• [What is being asked] Would you please repeat exactly the lines from the one containing "What data does" to the end of the records, both included, and leave out the rest?
═════ Provided entries ═════
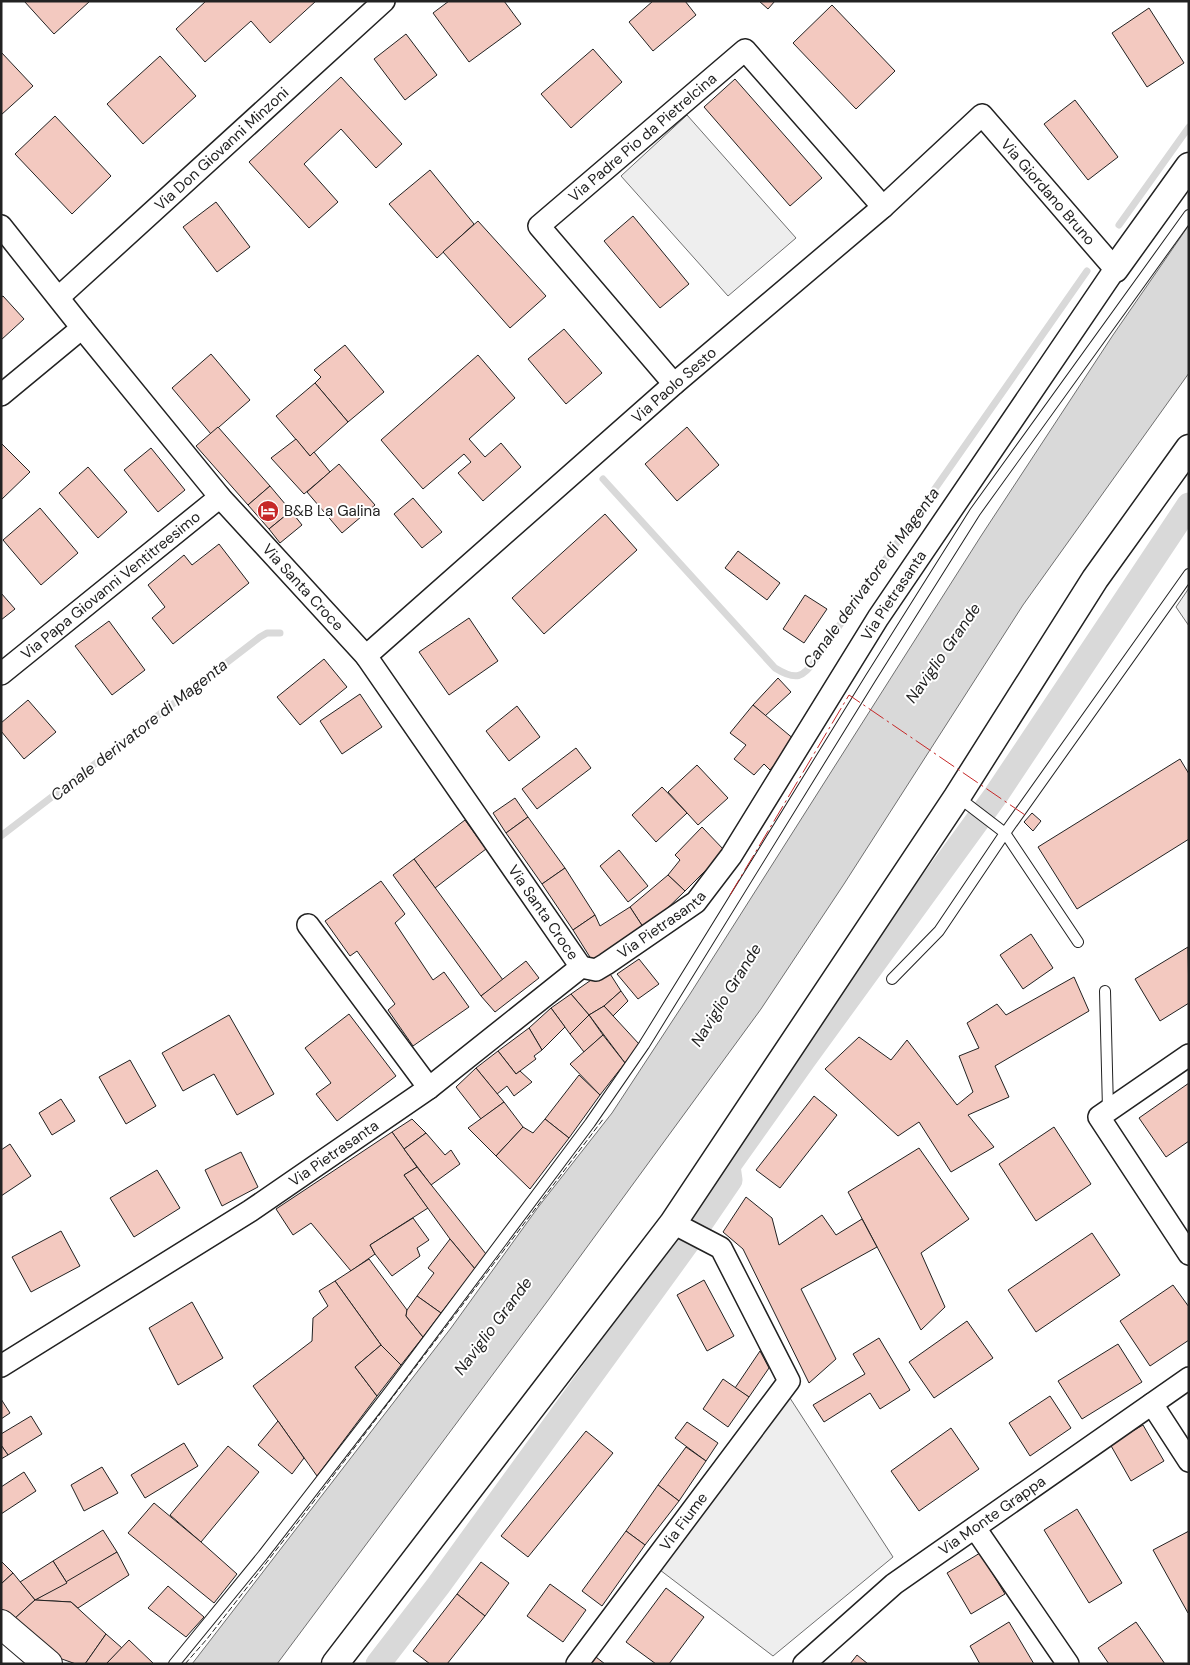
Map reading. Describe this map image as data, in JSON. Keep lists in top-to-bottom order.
{
  "streets": {
    "street": [
      "Via Padre Pio da Pietrelcina",
      "Via Don Giovanni Minzoni",
      "Via Giordano Bruno",
      "Via Paolo Sesto",
      "Via Papa Giovanni Ventitreesimo",
      "Via Santa Croce",
      "Via Pietrasanta",
      "Via Monte Grappa",
      "Via Fiume"
    ]
  },
  "crossings": [
    ["Via Padre Pio da Pietrelcina", "Via Paolo Sesto"],
    ["Via Don Giovanni Minzoni", "Via Santa Croce"],
    ["Via Giordano Bruno", "Via Paolo Sesto"],
    ["Via Giordano Bruno", "Via Pietrasanta"],
    ["Via Paolo Sesto", "Via Santa Croce"],
    ["Via Papa Giovanni Ventitreesimo", "Via Santa Croce"],
    ["Via Santa Croce", "Via Pietrasanta"]
  ],
  "water": ["Canale derivatore di Magenta", "Naviglio Grande"],
  "places": {
    "hotel": ["B&B La Galina"]
  }
}
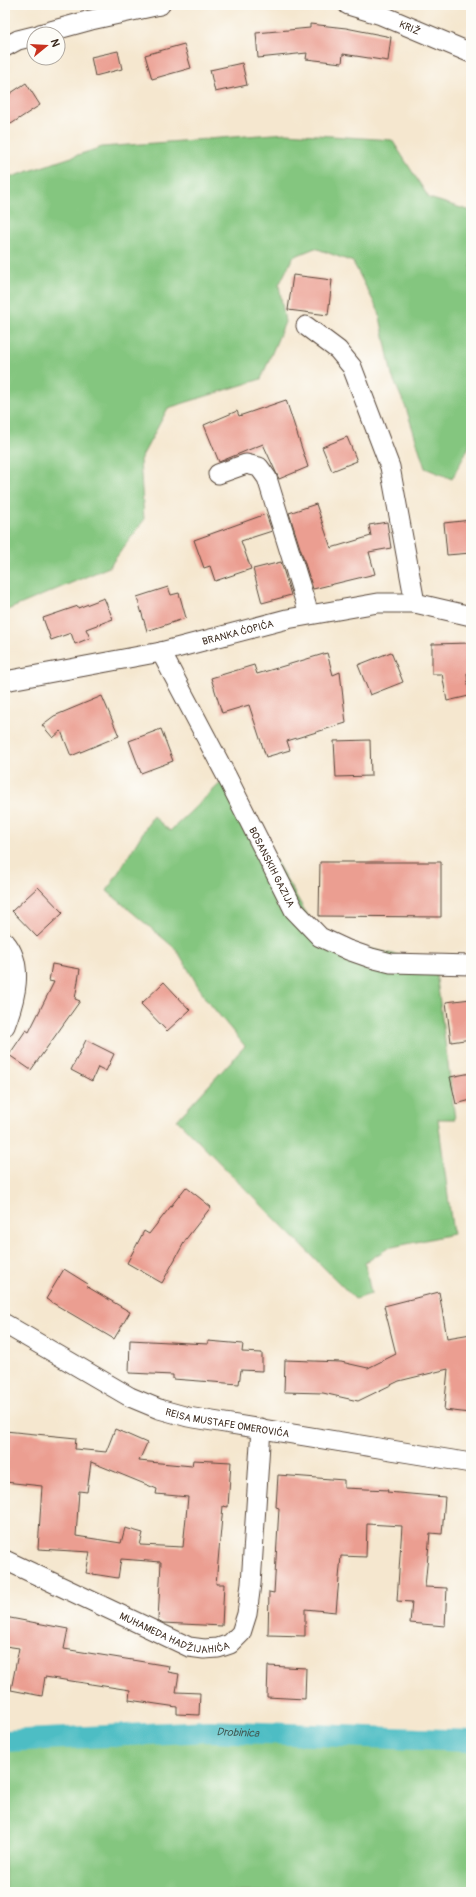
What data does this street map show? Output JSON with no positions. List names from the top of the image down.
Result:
{
  "streets": {
    "street": [
      "KRIŽ",
      "BRANKA ĆOPIĆA",
      "BOSANSKIH GAZIJA",
      "REISA MUSTAFE OMEROVIĆA",
      "MUHAMEDA HADŽIJAHIĆA"
    ]
  },
  "crossings": [
    ["BRANKA ĆOPIĆA", "BOSANSKIH GAZIJA"],
    ["REISA MUSTAFE OMEROVIĆA", "MUHAMEDA HADŽIJAHIĆA"]
  ],
  "water": ["Drobinica"],
  "north": "right"
}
═════
• [Your solution]
What data does this street map show? Output JSON with no positions. List names from the top of the image down.
Result:
{
  "streets": {
    "street": [
      "KRIŽ",
      "BRANKA ĆOPIĆA",
      "BOSANSKIH GAZIJA",
      "REISA MUSTAFE OMEROVIĆA",
      "MUHAMEDA HADŽIJAHIĆA"
    ]
  },
  "crossings": [
    ["BRANKA ĆOPIĆA", "BOSANSKIH GAZIJA"],
    ["REISA MUSTAFE OMEROVIĆA", "MUHAMEDA HADŽIJAHIĆA"]
  ],
  "water": ["Drobinica"],
  "north": "right"
}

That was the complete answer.